Anke Ziethe, PhD | University Hospital Erlangen
Dr. Anke Ziethe received the inaugural NSDA Award at the 2019 Voice Foundation Symposium in Philadelphia, PA. She is from the Department of Phoniatrics and Pediatric Audiology in ENT Clinic at the University Hospital Erlangen in Germany. Dr. Ziethe presented her research on “Analysis and Training of Feedback Mechanisms for Phonation and Speech in patients with Muscle Tension Dysphonia (MTD).” In former studies they found that people with muscle tension dysphonia have problems with the kinesthetic feedback mechanism and her work focused on this aspect and contains a training for the disturbed feedback mechanism.
The goal of this training is to improve the feedback mechanisms and to avoid persistence of the voice disorder. About the award Dr. Ziethe said, “By having the opportunity to attend the symposium I came in touch with a lot of interested people with whom I had wonderful and inspiring discussions and I got also input for my study regarding the technique. I was very surprised and happy to get this award. For me it is an honor and I will come back to the symposium with hopefully good results of my developed training and I will present them in the next year’s meeting! ” Below is an abstract of her presentation.

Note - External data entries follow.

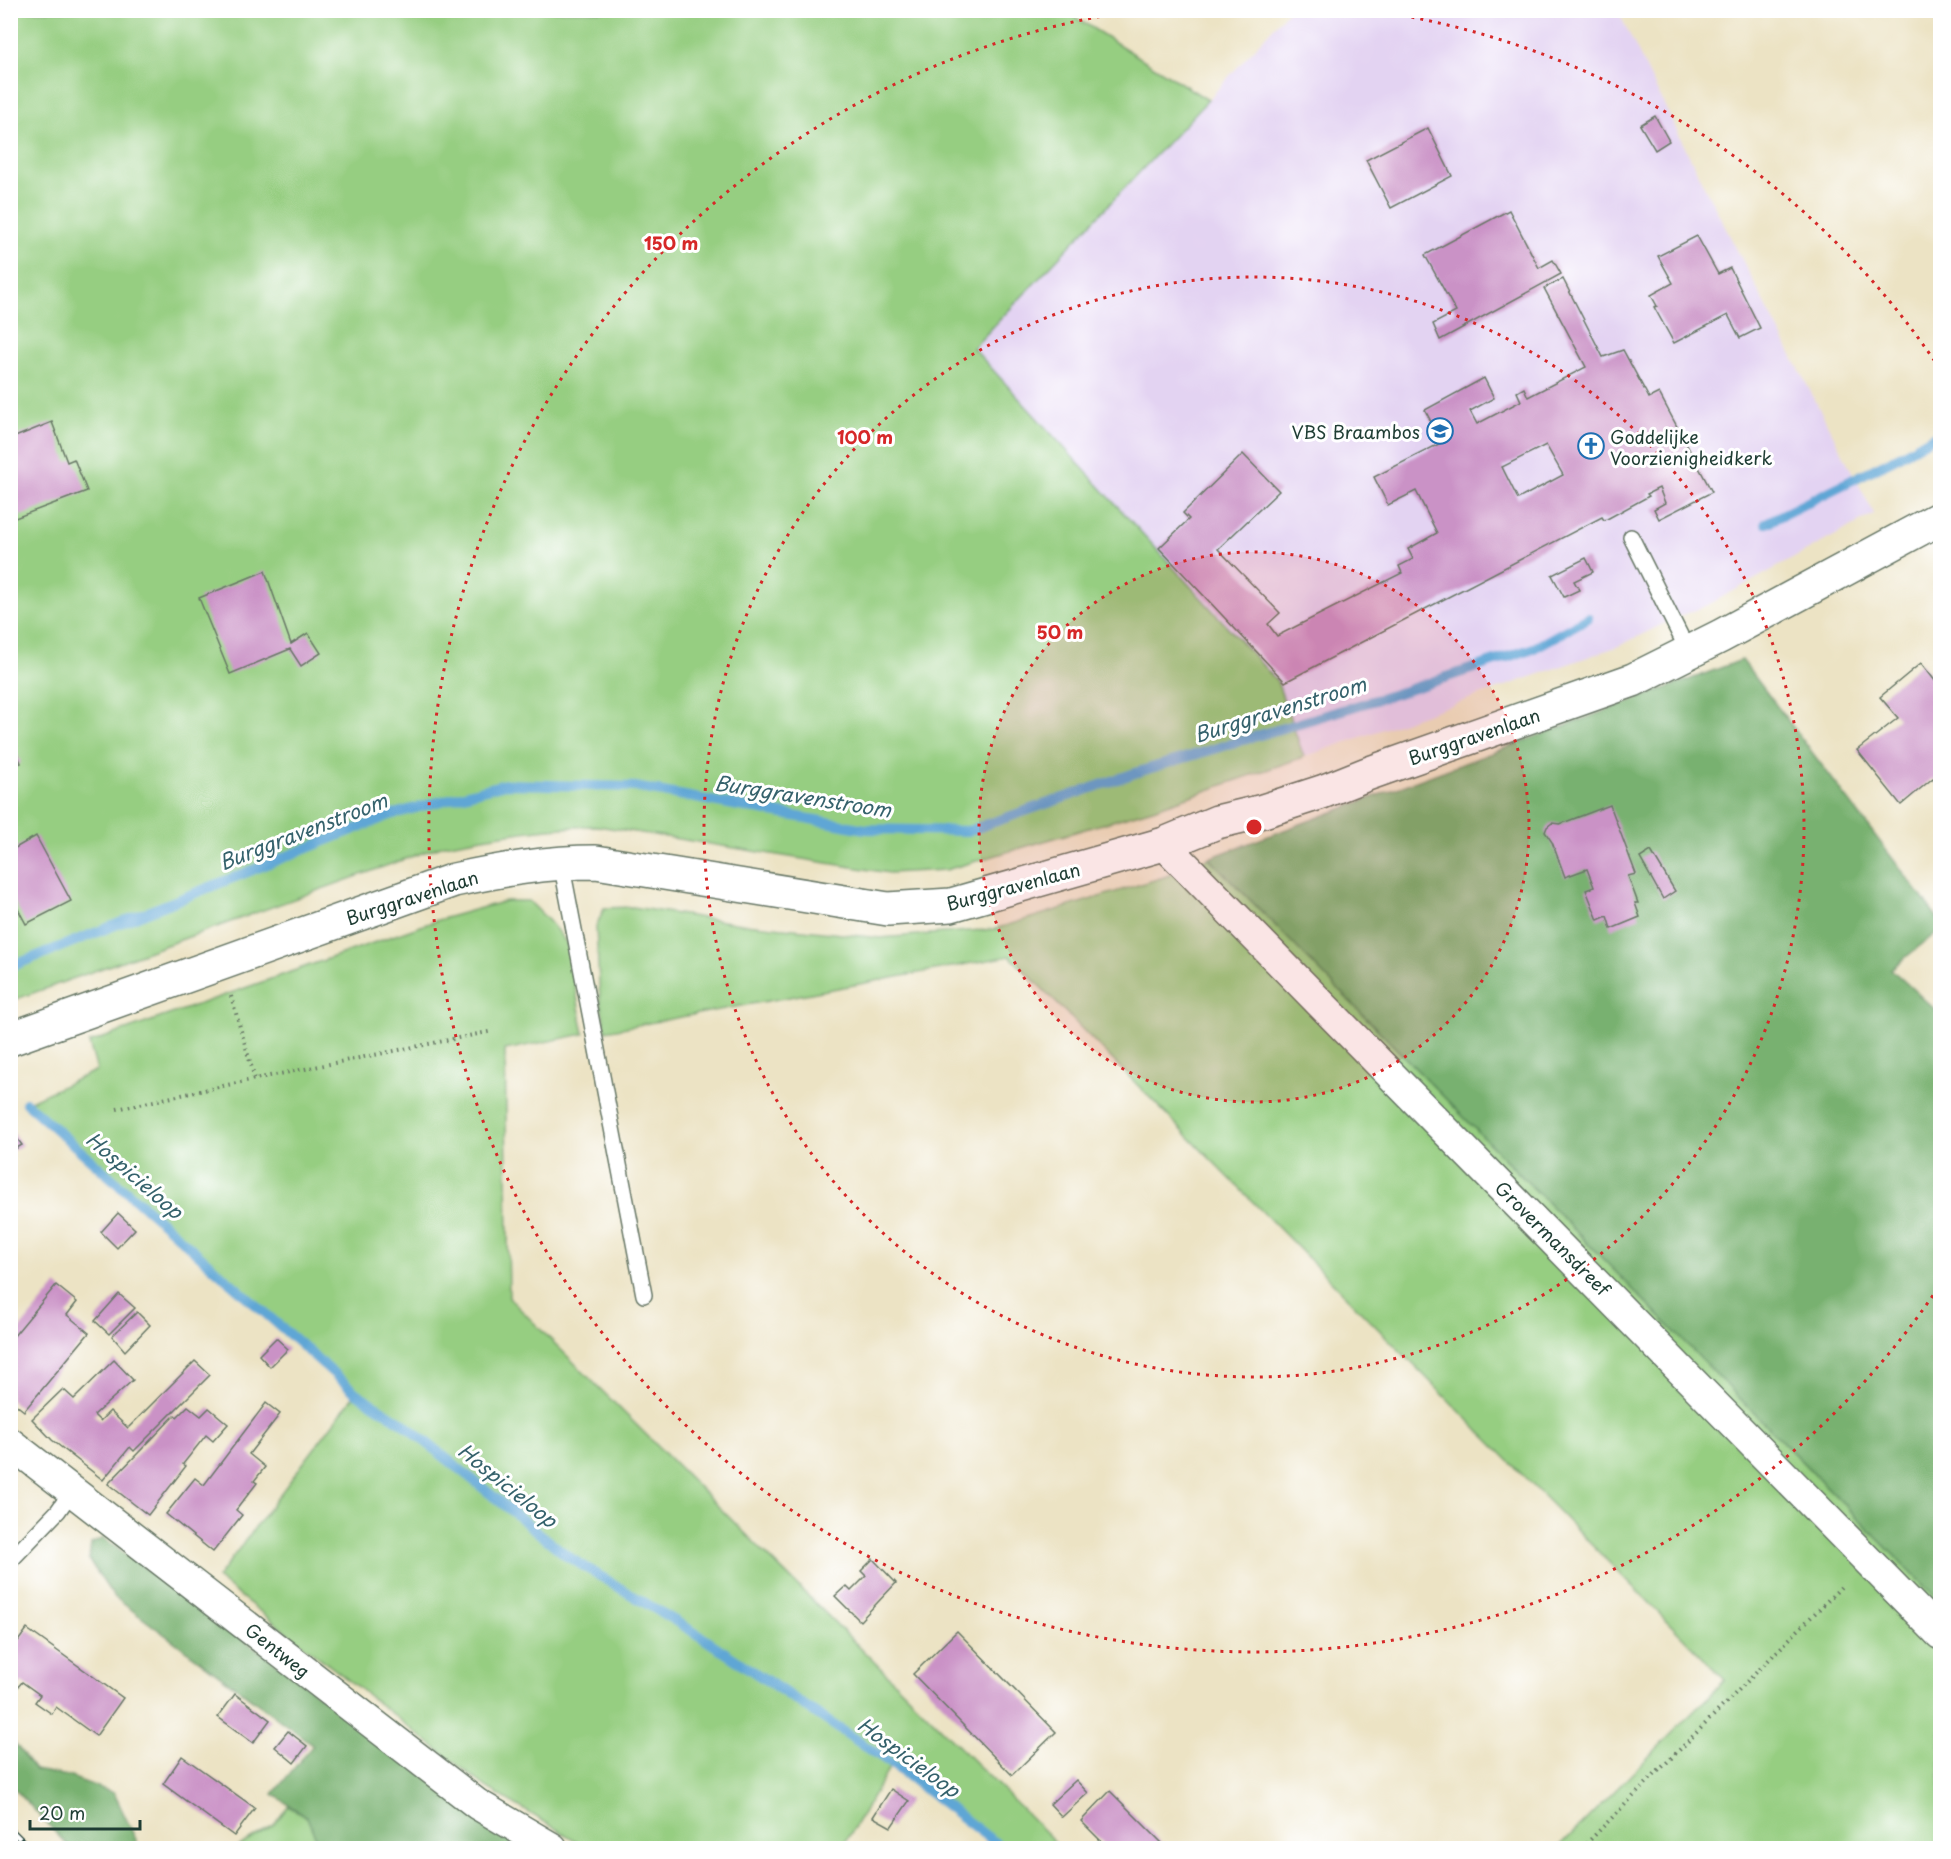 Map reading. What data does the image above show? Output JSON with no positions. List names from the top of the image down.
{
  "streets": {
    "main road": ["Burggravenlaan"],
    "street": ["Grovermansdreef", "Gentweg"]
  },
  "crossings": [
    ["Burggravenlaan", "Grovermansdreef"]
  ],
  "water": ["Burggravenstroom", "Hospicieloop"],
  "places": {
    "school or university": ["VBS Braambos"],
    "church": ["Goddelijke Voorzienigheidkerk"]
  },
  "scale_bar": "20 m",
  "rings": ["150 m", "100 m", "50 m"]
}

Introduction: The analysis of the processes underlying auditory feedback during phonation and speech can be investigated by the pitch-shift reflex (PSR). The PSR is the adjustment of the pitch during phonation/speech in response to a spontaneous pitch change of the auditory feedback. In former studies we analyzed the PSR in normal voices during phonation and speech. With this study we determined the auditory as well kinesthetic feedback mechanisms of patients with MTD during phonation and speech via the acoustic EEG- and HSE-signal.
Methods: 20 subjects with normal voices and 20 subjects with MTD underwent transnasal HSE (8000fps) during sustained phonation [a] and articulation of the disyllabic word [‘mama]. While phonating or articulating, the auditory feedback was pitched up for 700 cents, lasting 300ms. Voice response pitch changes, event-related potentials and voice onset parameters from the video signal were determined and analyzed. Statistical analyses were applied to compare feedback mechanisms during pitched and un-pitched condition of the phonation paradigm and speech paradigm between both groups.
Results and Conclusion: The results do not show any differences between both groups regarding the latency of the pitch perception (latency of the N100 (EEG), MMN (EEG)) and the latency of the voice response. However, the magnitude of the voice response was significantly different during phonation and speech in comparison with the normal voices (p=.046). A shorter prephonatory process was obvious but without statistical significance. Due to the results, the first version of a training of the auditory and kinesthetic feedback process will be developed and presented.